Todos somos marginales

10 de diciembre del 2017

Y todos pretendemos que no se advierta.

Todos somos marginales

“Sería lamentable que la naturaleza haya hecho de cada humano un ser único, para que la sociedad trate de transformar la humanidad en una colección de símiles”. Jean Rostand

Así intelectualmente enaltezcamos las bondades de la originalidad, nos esforzamos permanentemente en urgencias ingentes por pertenecer a la mayoría, por insertarnos en la norma, en esa que dictada por todos y por nadie, ha terminado por ser construida sobre bases en donde pulula la resbalosa gravilla de los paradigmas sin razón cierta, los prejuicios de explicación ninguna, las ficciones religiosas, los mitos infundados y otras tantas extravagancias que no resisten nimios razonamientos.

Sobre esta peregrina mezcolanza, tan ajena a Descartes, reposa gran parte de nuestro pensamiento y de nuestras automatizadas costumbres, sin que para muchos exista siquiera la osadía de poner algo de ello en duda, así sea en beneficio de comprensión intelectual. Sobre este dudoso cimiento yace nuestro entendimiento del mundo que aceptamos mansamente así enclenque, y erigimos como rector de nuestras efímeras existencias.

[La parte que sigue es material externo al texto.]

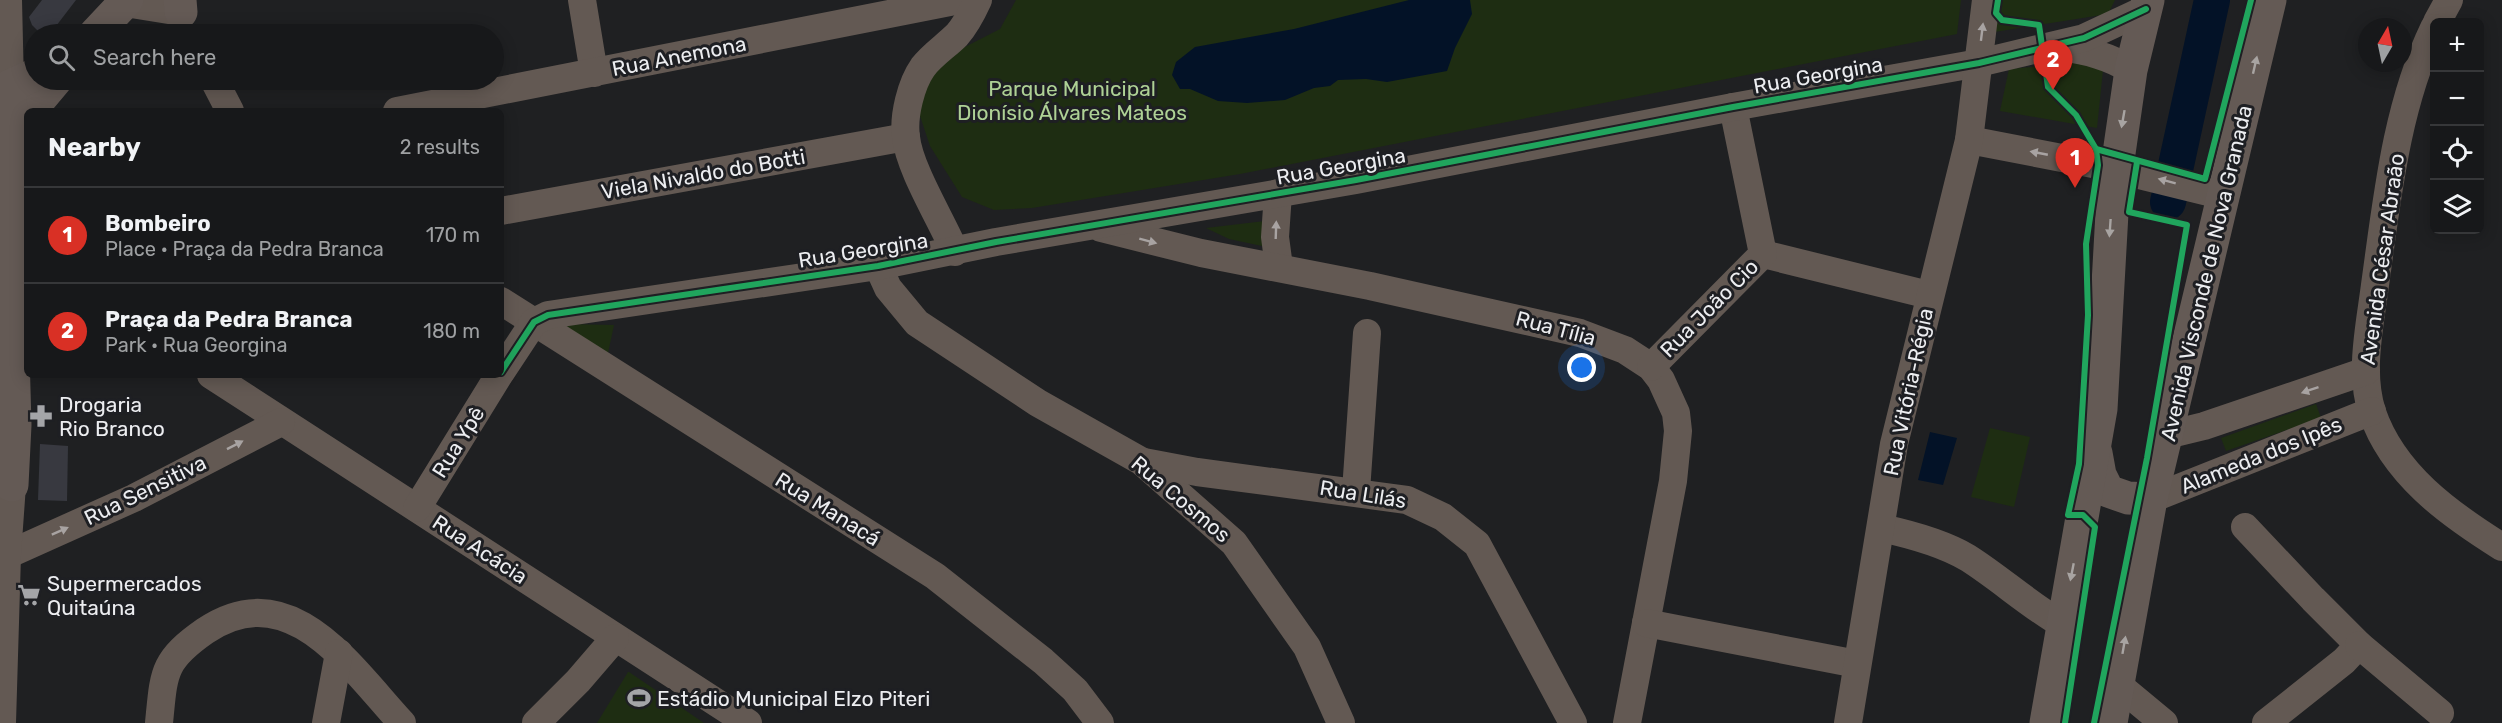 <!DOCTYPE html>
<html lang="en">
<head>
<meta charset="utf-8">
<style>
  :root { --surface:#17181a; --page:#242527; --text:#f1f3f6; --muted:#9ea0a2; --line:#363739; --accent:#d93025 }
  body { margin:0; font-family:Rubik,sans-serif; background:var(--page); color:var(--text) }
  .controls { position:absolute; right:18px; top:18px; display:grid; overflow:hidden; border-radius:9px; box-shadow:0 3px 15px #0003 }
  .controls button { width:54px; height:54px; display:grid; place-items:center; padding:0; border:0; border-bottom:2px solid var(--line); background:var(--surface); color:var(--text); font:30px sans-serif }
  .compass { position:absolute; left:2358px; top:18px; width:54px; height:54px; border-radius:50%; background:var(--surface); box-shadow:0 3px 15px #0003; rotate:9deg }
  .you { position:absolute; left:1582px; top:368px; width:21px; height:21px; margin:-15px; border:4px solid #fff; border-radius:50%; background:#1a73e8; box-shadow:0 0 0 9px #1a73e833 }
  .badge { display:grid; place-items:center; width:39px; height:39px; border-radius:50%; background:var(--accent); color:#fff; font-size:20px; font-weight:700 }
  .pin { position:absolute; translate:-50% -50px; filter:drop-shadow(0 2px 3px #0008) }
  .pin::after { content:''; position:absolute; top:32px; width:21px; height:18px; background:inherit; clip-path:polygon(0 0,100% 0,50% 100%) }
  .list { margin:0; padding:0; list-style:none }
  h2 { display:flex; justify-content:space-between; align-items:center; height:78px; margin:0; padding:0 24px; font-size:26px }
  h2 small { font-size:20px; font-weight:400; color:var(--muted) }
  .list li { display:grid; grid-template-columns:39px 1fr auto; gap:18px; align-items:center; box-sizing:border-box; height:96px; padding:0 24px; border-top:2px solid var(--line) }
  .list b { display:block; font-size:22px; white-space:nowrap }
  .list p { margin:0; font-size:20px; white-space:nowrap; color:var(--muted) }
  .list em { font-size:20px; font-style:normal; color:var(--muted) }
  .icon { flex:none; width:33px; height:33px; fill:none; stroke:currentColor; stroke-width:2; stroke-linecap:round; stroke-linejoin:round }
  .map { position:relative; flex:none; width:2502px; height:723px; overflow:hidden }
  .search { position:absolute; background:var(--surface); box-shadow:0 3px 15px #0003; left:24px; top:24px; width:480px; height:66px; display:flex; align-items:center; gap:15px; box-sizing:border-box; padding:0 21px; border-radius:33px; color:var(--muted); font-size:22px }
  .panel { position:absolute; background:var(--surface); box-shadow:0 3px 15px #0003; left:24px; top:108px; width:480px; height:270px; border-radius:9px }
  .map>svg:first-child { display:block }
  .green { fill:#1e2d12 }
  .water { fill:#031227 }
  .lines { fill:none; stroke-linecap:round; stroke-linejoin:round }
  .river { stroke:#031227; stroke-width:36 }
  .building { fill:#383940 }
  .minor { stroke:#635953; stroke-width:28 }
  .major { stroke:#645a55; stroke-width:33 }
  .cycleway-casing { stroke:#1e1f23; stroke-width:10 }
  .cycleway { stroke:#20a55d; stroke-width:6 }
  .oneway { fill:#a8a3a2 }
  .oneway2 { fill:#a8a4a2 }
  .labels { text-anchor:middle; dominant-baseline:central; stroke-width:6; stroke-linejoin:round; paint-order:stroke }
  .street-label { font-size:21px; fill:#ecedf0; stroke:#1e1f23 }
  .park-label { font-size:21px; fill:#aed195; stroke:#1e1f23 }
  .poi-label { font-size:21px; fill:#ecedf0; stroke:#1e1f23; text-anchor:start }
</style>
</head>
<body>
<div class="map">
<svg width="2502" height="723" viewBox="0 0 2502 723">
  <rect width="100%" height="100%" fill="#1f2022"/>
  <g class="green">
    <path d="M1016,0H1961L1957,34L1240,174L1032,208L994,210L962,197L930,146L916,104L930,70L959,50L1000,29Z"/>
    <path d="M1996,0H2115L2108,14L1988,33Z"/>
    <path d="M2104,60L2097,128L2000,111L2009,69Z"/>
    <path d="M1265,221L1262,246L1229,239L1206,228Z"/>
    <path d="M562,324L614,325L608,353Z"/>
    <path d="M2316,404L2321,418L2226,451L2221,438Z"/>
    <path d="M1990,428L2030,437L2014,507L1971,497Z"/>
    <path d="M628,672H629L704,723H597Z"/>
  </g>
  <g class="water">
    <path d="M1409,0H1470L1472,14L1455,48L1447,71L1387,82L1366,79L1338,80L1330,86L1314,88L1285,100L1247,103L1218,101L1190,89H1180L1172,75L1176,62L1195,47L1294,29Z"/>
    <path d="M1930,432L1957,438L1943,485L1918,480Z"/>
  </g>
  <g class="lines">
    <path class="river" d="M2168,202L2212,0"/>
  </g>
  <g class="building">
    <path d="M42,0H76L53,30L39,32L32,25L29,17Z"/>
    <path d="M40,444L68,446L67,501L38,500Z"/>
  </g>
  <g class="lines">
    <g class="minor">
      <path d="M8,0L10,86"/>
      <path d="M582,0L594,73"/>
      <path d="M125,3L181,12"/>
      <path d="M2437,22L2449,0"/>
      <path d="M2434,28C2396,107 2387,199 2375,285C2370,325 2359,372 2372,412C2393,474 2449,514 2502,547"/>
      <path d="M2061,47C2087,51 2109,56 2131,70"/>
      <path d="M214,80L230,111"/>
      <path d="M397,111L960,0"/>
      <path d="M1969,140L2098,165L2224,196"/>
      <path d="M1278,193L1275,237L1279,267"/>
      <path d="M501,211L906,137"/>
      <path d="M1101,228L1201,253L1370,286L1580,333L1625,350L1651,367L1661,380L1676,413L1678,431L1673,481L1627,723"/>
      <path d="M955,252C942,221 909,168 906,137C903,116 911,84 923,67C932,55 946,46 957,35C966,25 972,13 978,0"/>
      <path d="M1763,254L1929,295"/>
      <path d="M878,266L888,288L917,323L1038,403L1141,461L1234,543L1307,647L1341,723"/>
      <path d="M501,301L935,576L1043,661L1075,690L1100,723"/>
      <path d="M1651,367L1763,254L1733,107"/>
      <path d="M501,372L534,322L548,315L878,266L996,242L1356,180L1733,107L1979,63L2084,38L2146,9"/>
      <path d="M211,375L748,723"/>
      <path d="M2167,435L2204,426L2366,371"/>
      <path d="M1144,462L1197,472L1407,500L1443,517L1477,544L1573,723"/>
      <path d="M1356,491L1367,333"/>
      <path d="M2151,499L2372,411"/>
      <path d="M417,508L499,375"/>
      <path d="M2245,527L2313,599L2359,645L2344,661L2266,723"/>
      <path d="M1881,528C1909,534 1943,543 1968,558C2001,579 2029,605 2062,624"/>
      <path d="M7,555L134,498L281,422"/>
      <path d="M1646,623L1857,664"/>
      <path d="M2359,645L2440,713"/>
      <path d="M2117,684L2164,723"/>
      <path d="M2,723L7,555L12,485"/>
      <path d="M159,723C164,673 162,661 205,631C290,573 351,668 402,723"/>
      <path d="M326,723L339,653"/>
      <path d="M536,723L578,681L615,638"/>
      <path d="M1848,723L1894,444L1969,140L1986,0"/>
    </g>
    <g class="major">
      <path d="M180,0L181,12"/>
      <path d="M95,34L127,0"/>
      <path d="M30,111L56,80"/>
      <path d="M2096,453L2100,475L2108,491L2128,498L2151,499"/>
      <path d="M0,479L12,485L15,425L12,318L15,260L10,86L34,75"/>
      <path d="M2046,723L2101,409L2113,195L2131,70L2148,0"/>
      <path d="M2111,723L2151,499L2270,0"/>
    </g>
    <g class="cycleway-casing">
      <g id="cycleway">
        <path d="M1998,0L1996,13L2002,20L2039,25L2048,87L2076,115L2096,149L2098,165L2086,244L2088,315L2079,464L2068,515H2083L2095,527L2065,723"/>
        <path d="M2096,149L2205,179L2251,0"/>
        <path d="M501,372L534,322L548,315L878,266L996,242L1356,180L1733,107L1979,63L2084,38L2146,9"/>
        <path d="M2094,723L2147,458L2187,225L2129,212L2137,162"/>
      </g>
    </g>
    <use href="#cycleway" class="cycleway"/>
  </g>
  <defs><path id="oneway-solid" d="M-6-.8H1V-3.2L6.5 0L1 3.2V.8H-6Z" transform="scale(1.5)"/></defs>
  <g class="oneway">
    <use href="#oneway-solid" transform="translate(1982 32) rotate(-83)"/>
    <use href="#oneway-solid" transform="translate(2039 153) rotate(-169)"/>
    <use href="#oneway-solid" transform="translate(2167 181) rotate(-165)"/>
    <use href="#oneway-solid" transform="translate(1276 230) rotate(-88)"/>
    <use href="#oneway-solid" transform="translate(1148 241) rotate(15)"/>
    <use href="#oneway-solid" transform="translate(2310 390) rotate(161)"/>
    <use href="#oneway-solid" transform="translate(235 445) rotate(-27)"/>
    <use href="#oneway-solid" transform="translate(60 531) rotate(-24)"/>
  </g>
  <g class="oneway2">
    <use href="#oneway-solid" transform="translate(2255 65) rotate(-77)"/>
    <use href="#oneway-solid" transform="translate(2123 119) rotate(100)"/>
    <use href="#oneway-solid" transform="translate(2110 228) rotate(94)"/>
    <use href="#oneway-solid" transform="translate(2072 572) rotate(101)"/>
    <use href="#oneway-solid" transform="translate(2124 645) rotate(-80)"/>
  </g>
  <defs>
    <g id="pharmacy-bare" transform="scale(1.8)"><path d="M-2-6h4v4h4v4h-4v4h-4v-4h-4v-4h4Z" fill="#a4a5a8" stroke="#1e1f23" stroke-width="2.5" paint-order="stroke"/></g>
    <g id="supermarket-bare" transform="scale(1.8)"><path d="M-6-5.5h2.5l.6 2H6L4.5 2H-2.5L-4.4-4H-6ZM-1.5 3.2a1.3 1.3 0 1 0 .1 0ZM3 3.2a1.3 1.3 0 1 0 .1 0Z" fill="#a4a5a8" stroke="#1e1f23" stroke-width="2.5" paint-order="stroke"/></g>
    <g id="stadium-bare" transform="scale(1.8)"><path d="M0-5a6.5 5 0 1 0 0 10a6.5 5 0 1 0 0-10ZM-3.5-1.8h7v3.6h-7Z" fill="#a4a5a8" stroke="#1e1f23" stroke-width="2.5" paint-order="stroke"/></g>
  </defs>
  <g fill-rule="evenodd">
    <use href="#pharmacy-bare" x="41" y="416"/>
    <use href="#supermarket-bare" x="29" y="595"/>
    <use href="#stadium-bare" x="639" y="698"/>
  </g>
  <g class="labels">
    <g class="street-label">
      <text transform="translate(679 56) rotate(-11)">Rua Anemona</text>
      <text transform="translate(1818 75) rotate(-10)">Rua Georgina</text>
      <text transform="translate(1341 166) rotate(-10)">Rua Georgina</text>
      <text transform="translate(703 174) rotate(-10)">Viela Nivaldo do Botti</text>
      <text transform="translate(863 250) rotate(-9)">Rua Georgina</text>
      <text transform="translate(2382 259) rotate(-82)">Avenida César Abraão</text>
      <text transform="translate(2206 273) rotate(-77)">Avenida Visconde de Nova Granada</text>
      <text transform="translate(1709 308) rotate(-45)">Rua João Cio</text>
      <text transform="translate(1556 328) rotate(15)">Rua Tília</text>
      <text transform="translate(1908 392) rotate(-78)">Rua Vitória-Régia</text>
      <text transform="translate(458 442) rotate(-58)">Rua Ypê</text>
      <text transform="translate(2261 455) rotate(-22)">Alameda dos Ipês</text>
      <text transform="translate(145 490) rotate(-26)">Rua Sensitiva</text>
      <text transform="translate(1363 494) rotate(9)">Rua Lilás</text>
      <text transform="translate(1181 499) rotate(40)">Rua Cosmos</text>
      <text transform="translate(828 509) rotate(32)">Rua Manacá</text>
      <text transform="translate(480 549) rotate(33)">Rua Acácia</text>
    </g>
    <g class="park-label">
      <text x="1072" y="88">Parque Municipal<tspan x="1072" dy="24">Dionísio Álvares Mateos</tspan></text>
    </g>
    <g class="poi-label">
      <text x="59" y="404">Drogaria<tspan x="59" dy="24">Rio Branco</tspan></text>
      <text x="47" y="583">Supermercados<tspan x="47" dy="24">Quitaúna</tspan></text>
      <text x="657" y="698">Estádio Municipal Elzo Piteri</text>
    </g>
  </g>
</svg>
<div class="controls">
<button>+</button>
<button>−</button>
<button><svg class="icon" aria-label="locate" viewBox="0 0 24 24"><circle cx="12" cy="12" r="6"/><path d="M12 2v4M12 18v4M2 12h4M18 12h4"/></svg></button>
<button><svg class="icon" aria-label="layers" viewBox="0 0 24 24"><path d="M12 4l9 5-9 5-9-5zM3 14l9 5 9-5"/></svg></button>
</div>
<svg class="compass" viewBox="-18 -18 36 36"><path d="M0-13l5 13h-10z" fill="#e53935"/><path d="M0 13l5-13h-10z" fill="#9ea0a2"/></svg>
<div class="you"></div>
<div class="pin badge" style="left:2075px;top:188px">1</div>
<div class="pin badge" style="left:2053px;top:90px">2</div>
<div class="search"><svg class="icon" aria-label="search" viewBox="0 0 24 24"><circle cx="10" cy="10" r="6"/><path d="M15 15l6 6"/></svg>Search here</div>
<section class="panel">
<h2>Nearby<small>2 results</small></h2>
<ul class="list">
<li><span class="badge">1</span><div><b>Bombeiro</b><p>Place · Praça da Pedra Branca</p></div><em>170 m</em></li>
<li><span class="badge">2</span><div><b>Praça da Pedra Branca</b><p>Park · Rua Georgina</p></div><em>180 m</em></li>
</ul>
</section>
</div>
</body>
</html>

Nos esforzamos en grandes empeños para que nada salga de esta norma que más parece gustarnos en cuanto más nos horma, así manifestemos lo contrario. Un análisis sencillo muestra cuán vana es la tarea de uniformización/globalización; todos hacemos parte de algún grupo marginal y todos pretendemos que no se advierta, que pase desapercibido, incluso para nosotros mismos. Basta ver alrededor, el obeso, el discapacitado, el esquizofrénico, el orate, el eclesiástico, el asexual, el de preferencias sexuales otras, el fumador, el jugador, el adicto, el sicorrígido, el que habla lenguas que poquísimos comprenden. ¿No son éstos, y muchos otros, todos marginales? Y qué pensar de las quehaceres laborales, ¿no son, por ventura, éstos también marginales con relación al conjunto de la humanidad, no son escasos y hasta insuficientes los abogados, los ingenieros, los médicos y los campesinos? Marginales ellos, marginales todos.

En un afán unificador grupal, cada uno va por ahí ocultando sus marginalidades, sintiéndose raro, extraño, solo, arrastrando penumbras; y los otros tratando de acentuar tal porfía, para que no se noten sus propias marginalidades, las que con pesares anidan en sus recovecos ontológicos.

Godard, el cineasta suizo, advertía ya hace varios lustros; “Es por el margen que se sostiene el cuaderno”. ¿Siendo así, qué es lo que (nos) molesta?

Entonces, qué las escasas auroras que nos resten, no nos sorprendan en lucha contra nuestro propio margen, titubeando en desespero como Werther “¿Para qué he despertarme aunque soplen vientecillos primaverales?”. Fuera desesperos, fuera mayorías ficticias, paso a las especificidades, las que hacen único al ser y exclusivo el recorrido. Cada quien con sus marginalidades, nuestra sociedad no es otra cosa que un gran conjunto de individualidades que se toleran, o lo intentan; y en ello estriba la riqueza del conjunto, de esa gran amalgama que se torna original justamente cuando abandona la homogeneidad hacia la que tiende inconscientemente cuando sus individuos tratan de mimetizarse en el rebaño sin personalidad, en donde reina el consenso ciego. Triste, aburrido y peligroso.